*Requirement:* Report each line from the data below that holds the word "JSON".

*Raw data:*
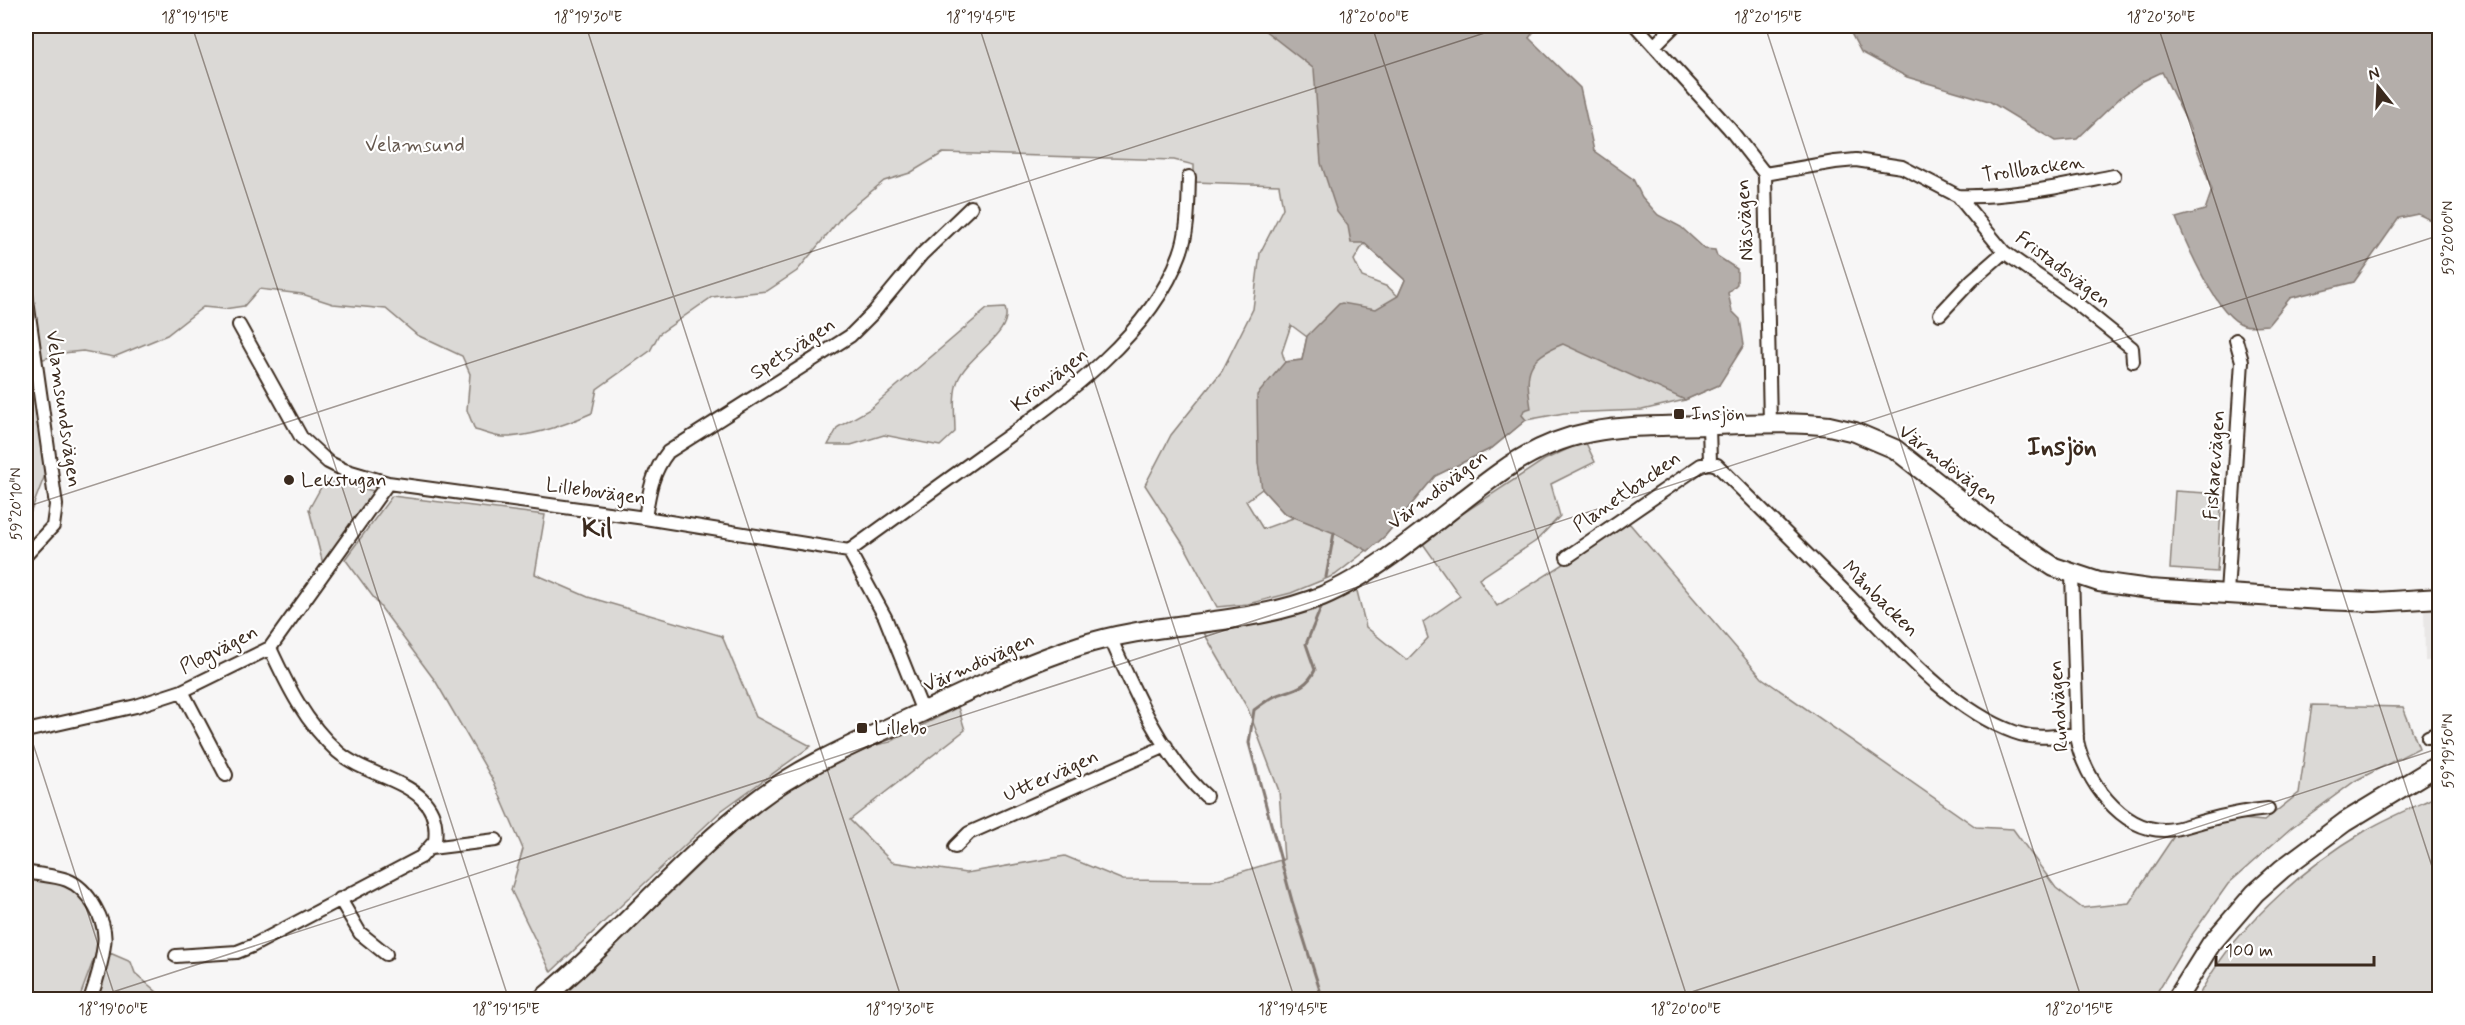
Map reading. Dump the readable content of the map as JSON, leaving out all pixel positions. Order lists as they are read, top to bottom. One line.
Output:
{"streets":{"main road":["Värmdövägen"],"street":["Trollbacken","Näsvägen","Fristadsvägen","Spetsvägen","Krönvägen","Velamsundsvägen","Fiskarevägen","Lillebovägen","Planetbacken","Månbacken","Plogvägen","Rundvägen","Uttervägen"]},"crossings":[["Trollbacken","Fristadsvägen"],["Näsvägen","Fristadsvägen"],["Näsvägen","Värmdövägen"],["Spetsvägen","Lillebovägen"],["Krönvägen","Lillebovägen"],["Värmdövägen","Fiskarevägen"],["Värmdövägen","Rundvägen"],["Lillebovägen","Plogvägen"],["Planetbacken","Månbacken"],["Månbacken","Rundvägen"]],"districts":["Insjön","Kil"],"parks":["Velamsund"],"places":{"transit":["Insjön","Lillebo"],"other":["Lekstugan"]},"scale_bar":"100 m","north":"top","coordinates":["18°19'15\"E","18°19'30\"E","18°19'45\"E","18°20'00\"E","18°20'15\"E","18°20'30\"E","59°20'00\"N","59°20'10\"N","59°19'50\"N","18°19'00\"E"]}
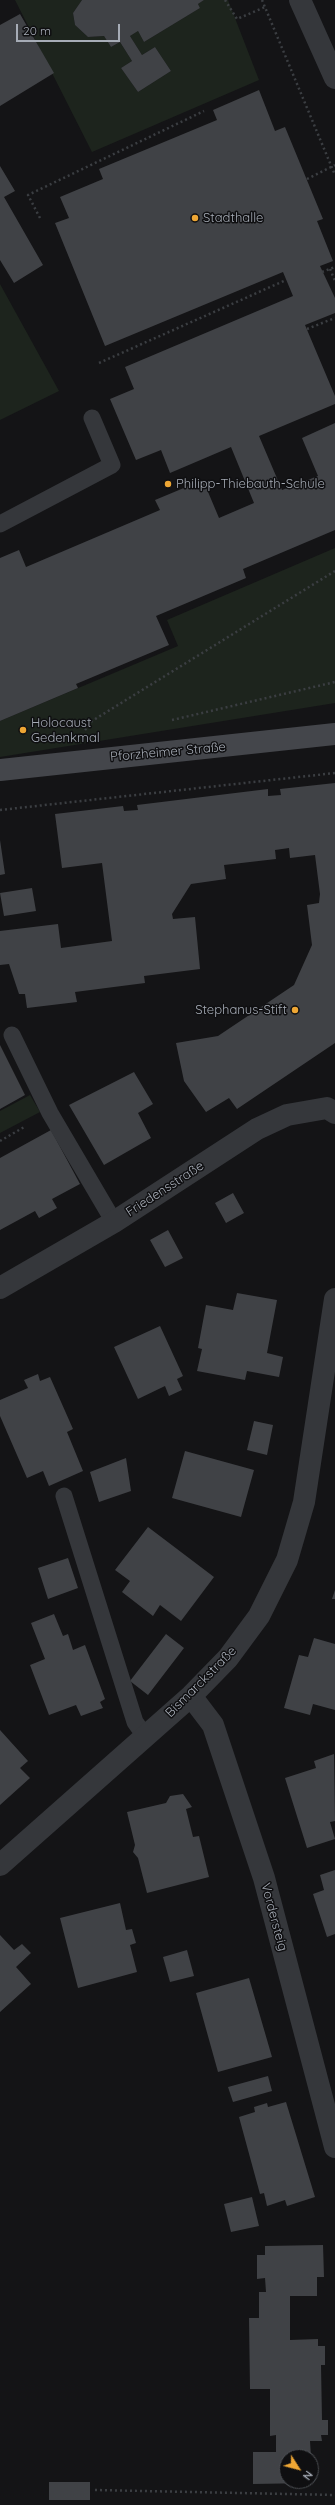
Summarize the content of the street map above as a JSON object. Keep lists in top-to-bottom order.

*Answer box:*
Map reading. Dump the readable content of the map as JSON, leaving out all pixel positions. Order lists as they are read, top to bottom. One line.
Summarize the content of the street map above as a JSON object. Keep lists in top-to-bottom order.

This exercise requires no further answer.